It is a funny thing, how a child views his parents. For a huge part of our lives, our parents are all we know, the center of our universe. As we grow up, I don’t think we stop seeing them as our parents, just as they never stop seeing us as their children. How selfish can we, the eternal children (in their eyes) be!
See, we like to think we come into our own, we stop being children, we mature, have our own experiences and our own opinions. Our parents, we don’t like to think a lot about their lives away from us; before us or after us. We forget they were an actual person before they became parents, they had their own experiences; made mistakes and had glory days. It’s true they became the primary care giver of a tiny human being, and that became one part of their multifaceted life, but they probably had dreams and fears (not to mention a LIFE) before and after that.
I recently read two books that had a strong child-parent relationship theme.

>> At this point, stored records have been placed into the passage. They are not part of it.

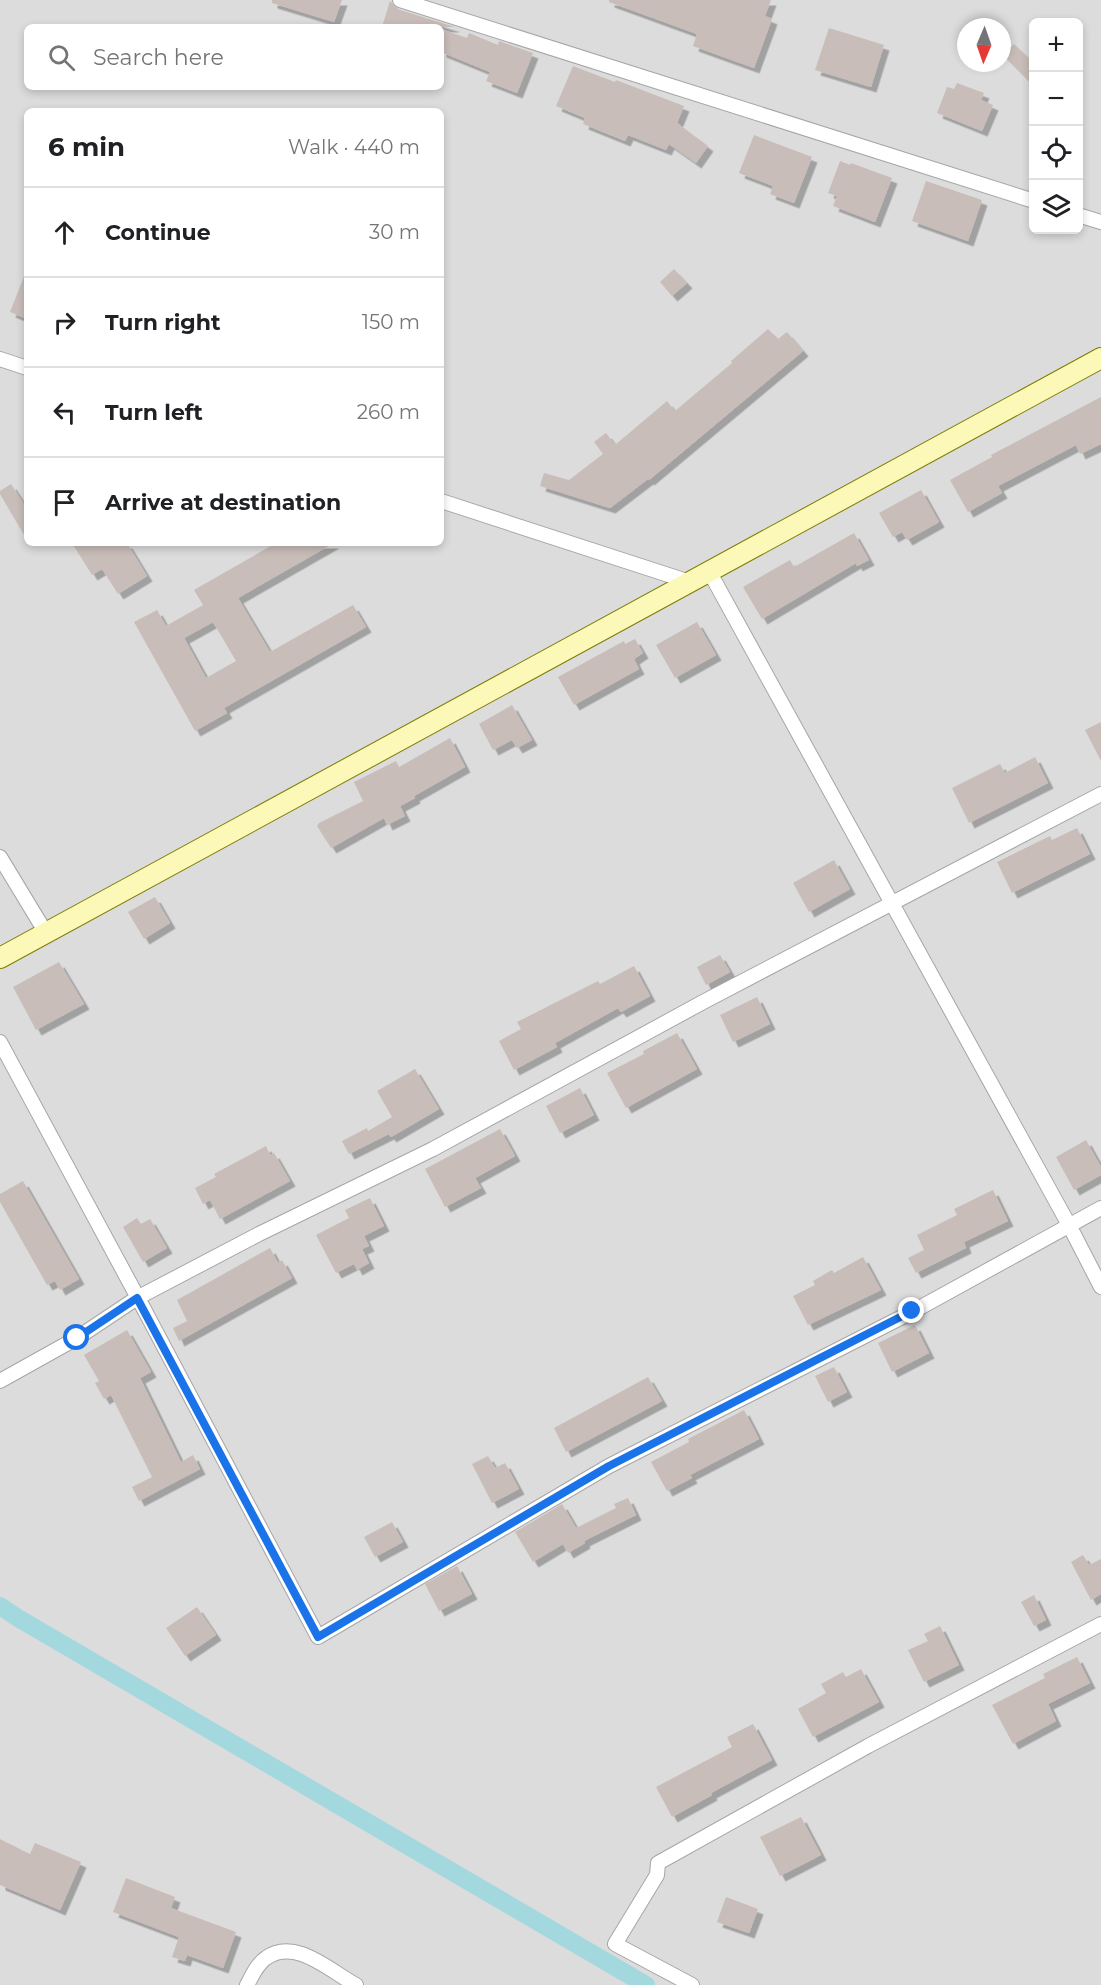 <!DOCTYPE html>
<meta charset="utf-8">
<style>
:root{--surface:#fff;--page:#f6f6f6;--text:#202124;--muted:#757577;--line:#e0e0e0}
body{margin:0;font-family:Montserrat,sans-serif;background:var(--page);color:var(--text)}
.controls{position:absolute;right:18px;top:18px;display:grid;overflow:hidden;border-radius:9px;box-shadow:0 3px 9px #0003}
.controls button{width:54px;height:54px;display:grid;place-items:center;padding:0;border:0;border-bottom:2px solid var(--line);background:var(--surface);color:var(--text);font:30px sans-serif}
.compass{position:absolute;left:957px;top:18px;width:54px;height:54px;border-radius:50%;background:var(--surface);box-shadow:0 3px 9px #0003;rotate:182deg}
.stop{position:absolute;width:18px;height:18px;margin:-14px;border:4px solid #1a73e8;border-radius:50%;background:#fff}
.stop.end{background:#1a73e8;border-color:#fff;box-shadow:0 2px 6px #0008}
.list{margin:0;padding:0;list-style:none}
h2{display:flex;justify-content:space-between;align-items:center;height:78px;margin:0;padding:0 24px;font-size:26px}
h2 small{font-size:20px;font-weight:400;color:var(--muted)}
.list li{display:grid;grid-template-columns:39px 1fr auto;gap:18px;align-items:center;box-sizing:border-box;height:90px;padding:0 24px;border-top:2px solid var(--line)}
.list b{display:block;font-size:22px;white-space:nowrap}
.list em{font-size:20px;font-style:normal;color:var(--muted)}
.icon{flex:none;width:33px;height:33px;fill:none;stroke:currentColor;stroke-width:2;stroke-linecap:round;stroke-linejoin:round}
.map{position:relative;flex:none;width:1101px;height:1985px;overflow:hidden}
.search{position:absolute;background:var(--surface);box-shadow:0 3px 9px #0003;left:24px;top:24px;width:420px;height:66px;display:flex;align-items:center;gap:15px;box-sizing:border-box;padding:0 21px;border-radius:9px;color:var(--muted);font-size:22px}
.panel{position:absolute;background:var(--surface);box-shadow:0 3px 9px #0003;left:24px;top:108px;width:420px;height:438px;border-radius:9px}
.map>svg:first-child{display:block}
.residential{fill:#dddcdc;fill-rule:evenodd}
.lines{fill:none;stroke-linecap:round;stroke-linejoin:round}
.canal{stroke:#a4d8df;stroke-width:18}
.building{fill:#c8bdb8;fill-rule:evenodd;filter:url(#shadow)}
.street-casing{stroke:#a6a6a6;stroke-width:16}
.secondary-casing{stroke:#7b7c01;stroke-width:22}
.street{stroke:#fff;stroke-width:14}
.secondary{stroke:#fcf8b8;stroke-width:20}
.route{stroke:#1a73e8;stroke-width:8}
</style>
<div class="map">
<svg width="1101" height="1985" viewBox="0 0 1101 1985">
<defs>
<filter id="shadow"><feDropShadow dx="5.5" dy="5.5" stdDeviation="0" flood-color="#0004"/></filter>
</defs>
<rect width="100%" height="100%" fill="#f0ebe5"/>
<!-- residential -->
<path class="residential" d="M0,0H1101V1985H0ZM1034,22H1078V230H1034ZM27,27H441V87H27ZM966,27H1002V63H966ZM27,111H441V543H27Z"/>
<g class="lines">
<!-- canal -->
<path class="canal" d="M0,1606L18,1618L646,1985"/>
</g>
<!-- building -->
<path class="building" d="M272,0H342L334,22L272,3Z
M609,0H771L765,16L772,19L754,68L693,46L697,34L609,2Z
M390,1L397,9L455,27H382Z
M829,28L884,45L871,87L815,70Z
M441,29L467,38L469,33L498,45L499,41L533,53L517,93L486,81L490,72L441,52Z
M1014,44L1034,63V86L1003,55Z
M573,66L615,82L616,80L684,106L677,123L708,146L696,163L669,144L666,150L628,135L625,141L583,124L585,118L556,106Z
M957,83L984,93L981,100L993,105L982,131L937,113L947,87L954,89Z
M754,135L812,157L794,203L770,194L773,186L739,173Z
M840,161L850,165L851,163L892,178L875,222L833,206L837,196L828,193Z
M926,181L982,200L968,241L912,221Z
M674,269L687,283L672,296L660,282Z
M26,271H27V319L10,312Z
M768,329L778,339L787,332L803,351L649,480L648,479L610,508L540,486L544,473L569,480L603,454L594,442L606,433L615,445L667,401L675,411L732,363L731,361Z
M1101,397V444L1080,454L1076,445L998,486L1002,493L968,512L950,480L992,457L991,455Z
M11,484L27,509V540L0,494V491Z
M921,490L939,522L907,540L902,532L893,537L879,513Z
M854,533L869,560L857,566L856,563L762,619L743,587L790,560L794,567Z
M72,543H127L147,576L118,594L102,569L92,575Z
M276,543H334L238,598L270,652L353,605L366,627L224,708L227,713L195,731L134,622L157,610L166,626L203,605L194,590ZM213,622L236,661L206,678L184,638Z
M697,622L716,655L675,678L656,645Z
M635,639L643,653L634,659L639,669L574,705L558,677L624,641L625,644Z
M512,705L532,740L517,748L512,740L493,750L479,724Z
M1101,722V761L1085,730Z
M450,738L465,767L414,796L415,798L400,806L405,816L387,825L384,818L331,848L317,826L319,823L363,801L354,782L396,761L399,767Z
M1035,757L1048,783L969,823L952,788L1000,764L1005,773Z
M1077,828L1090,854L1012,893L997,862L1050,836L1052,840Z
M834,860L850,889L809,912L793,883Z
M155,897L170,923L144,939L128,912Z
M720,955L730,972L706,985L697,967Z
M59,962L84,1004L36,1030L13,987Z
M634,966L650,996L621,1012L618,1008L555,1043L557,1047L514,1070L499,1041L521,1029L517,1022L598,981L600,984Z
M757,997L770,1024L733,1042L720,1015Z
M677,1033L697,1069L626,1108L607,1073L644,1054L643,1051Z
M415,1069L439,1109L391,1137L389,1134L349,1154L342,1141L367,1128L368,1131L392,1117L377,1091Z
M580,1088L594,1115L560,1133L546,1106Z
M500,1129L515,1156L475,1178L481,1188L445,1207L425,1169Z
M1086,1140L1101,1167V1175L1074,1190L1056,1157Z
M266,1146L270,1155L274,1153L290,1181L220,1219L210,1200L203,1204L195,1188L216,1177L214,1174Z
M23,1181L79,1279L60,1290L55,1281L47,1285L0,1202V1194Z
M993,1190L1008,1221L964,1242L966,1248L916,1273L908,1258L924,1250L917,1235L957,1215L954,1209Z
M370,1198L384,1226L364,1236L369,1246L362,1249L369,1263L357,1270L354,1264L336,1273L316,1235L349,1218L345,1210Z
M137,1218L141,1224L150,1219L167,1248L143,1262L123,1227Z
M270,1248L278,1263L282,1260L292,1278L179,1341L173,1328L187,1321L177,1300Z
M863,1257L881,1290L808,1325L793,1296L815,1285L813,1281L832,1270L834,1273Z
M915,1325L929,1353L892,1372L878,1343Z
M127,1330L151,1372L140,1378L181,1462L193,1455L200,1469L139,1501L132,1487L152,1477L111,1395L104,1399L95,1383L99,1381L84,1355Z
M834,1367L847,1392L828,1402L815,1376Z
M648,1377L662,1401L566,1452L554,1428Z
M744,1410L759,1439L690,1475L692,1478L667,1491L651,1462L689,1442L688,1439Z
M488,1456L495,1468L505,1463L519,1489L492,1503L472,1464Z
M628,1498L636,1515L584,1541L585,1543L568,1553L563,1544L533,1562L515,1532L562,1504L576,1528L616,1508L614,1504Z
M392,1522L403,1542L375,1557L364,1537Z
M1083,1555L1089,1565L1101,1559V1594L1091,1600L1071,1562Z
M457,1566L472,1594L439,1611L425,1584Z
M1034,1595L1046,1620L1034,1626L1021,1602Z
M197,1607L216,1635L185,1656L166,1628Z
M940,1626L959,1665L924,1682L908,1650L928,1641L924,1634Z
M1077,1657L1090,1683L1048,1704L1056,1721L1013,1744L992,1705L1045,1678L1043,1674Z
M861,1669L879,1702L813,1737L798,1709L826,1693L821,1684L843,1672L846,1677Z
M753,1724L772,1760L711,1793L712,1795L672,1817L656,1787L732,1747L727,1737Z
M801,1817L821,1855L780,1876L760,1837Z
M0,1839L30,1854L35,1843L81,1862L60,1910L0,1885Z
M126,1878L175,1897L171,1908L236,1932L223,1968L187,1955L185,1961L172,1957L179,1937L113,1912Z
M726,1897L758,1909L749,1933L717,1922Z"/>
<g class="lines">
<!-- street casing -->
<g class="street-casing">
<path id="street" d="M400,0L1034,201
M1078,215L1101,222
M0,359L27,368
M441,501L690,582
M709,571L1069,1225L1101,1287
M0,857L46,933
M0,1042L145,1311L318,1637L609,1466L912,1312L1101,1208
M0,1381L77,1338L137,1298L259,1234L433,1149L705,1001L1101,794
M247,1985C252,1976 257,1964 266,1958C295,1937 330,1971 356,1985
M692,1985L615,1944L657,1875L658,1863L868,1746L1101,1624"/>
</g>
<!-- secondary casing -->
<g class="secondary-casing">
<path id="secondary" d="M0,958L1101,358"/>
</g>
<!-- street -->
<use href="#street" class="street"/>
<!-- secondary -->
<use href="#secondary" class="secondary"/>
</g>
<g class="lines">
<!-- route -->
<path class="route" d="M77,1338L137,1298L318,1637L609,1466L912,1311"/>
</g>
</svg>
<div class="controls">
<button>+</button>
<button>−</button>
<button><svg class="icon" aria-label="locate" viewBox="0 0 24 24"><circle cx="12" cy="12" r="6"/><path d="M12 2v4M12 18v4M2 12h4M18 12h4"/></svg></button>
<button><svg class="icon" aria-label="layers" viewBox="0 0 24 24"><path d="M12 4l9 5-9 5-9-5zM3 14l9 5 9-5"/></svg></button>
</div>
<svg class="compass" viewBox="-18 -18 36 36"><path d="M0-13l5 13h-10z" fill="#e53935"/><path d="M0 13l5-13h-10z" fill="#757577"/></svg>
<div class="stop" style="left:77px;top:1338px"></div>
<div class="stop end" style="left:912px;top:1311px"></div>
<div class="search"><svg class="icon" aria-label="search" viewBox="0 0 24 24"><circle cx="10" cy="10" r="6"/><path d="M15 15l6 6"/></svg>Search here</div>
<section class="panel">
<h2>6 min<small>Walk · 440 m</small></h2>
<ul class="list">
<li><svg class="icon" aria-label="ahead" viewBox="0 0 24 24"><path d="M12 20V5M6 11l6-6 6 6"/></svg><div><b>Continue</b></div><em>30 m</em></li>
<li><svg class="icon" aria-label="right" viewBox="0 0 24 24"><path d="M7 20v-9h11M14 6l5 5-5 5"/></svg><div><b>Turn right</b></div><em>150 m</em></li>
<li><svg class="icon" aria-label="left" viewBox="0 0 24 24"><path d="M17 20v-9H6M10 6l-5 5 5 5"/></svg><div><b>Turn left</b></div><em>260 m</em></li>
<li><svg class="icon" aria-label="arrive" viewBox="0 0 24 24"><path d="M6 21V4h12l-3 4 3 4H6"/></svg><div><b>Arrive at destination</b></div></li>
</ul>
</section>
</div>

The first one: The End of Your Life Book Club by Will Schwalbe, is the story of Will’s mother’s (Mary Ann Schwalbe) diagnosis, struggle and death due to Pancreatic Cancer. Reading had always been a part of their life (if I remember correctly, Will even worked for a publishing house) and they decide to create a book-club of sorts (only the two of them meet) to discuss the books they both read. While they discuss these books, many times the themes in the books make them question and discuss their own lives. One of the recurrent topics that pops up is Mary’s life before she was a mother, particularly a time when she was involved in theater camp. The enigma is never resolved, and Will often wonders about his mother’s past.
The second book: The Secret Keeper by Kate Morton, this is the story of Laurel; who witnesses her mother commit a crime and several years later digs deeper to uncover why her mother perpetrated that act. Through her discoveries Laurel continually questions who her mother was before she became a mother and even though in the end she discovers things aren’t always what they seem, it is safe to say her mother had a whole life and story before becoming a mother.
Personally, I (like many other individuals) have heard stories about my parents; sometimes told by them, other times by people who knew them when they were young. In these instances we may find it hard to picture them as individuals, but it is in these moments where we catch a glimpse into the life they had before us. When it comes down to it, they will always be our parents, in their eyes we will always be the baby they brought home from the hospital, but that doesn’t mean we have to act like said babies.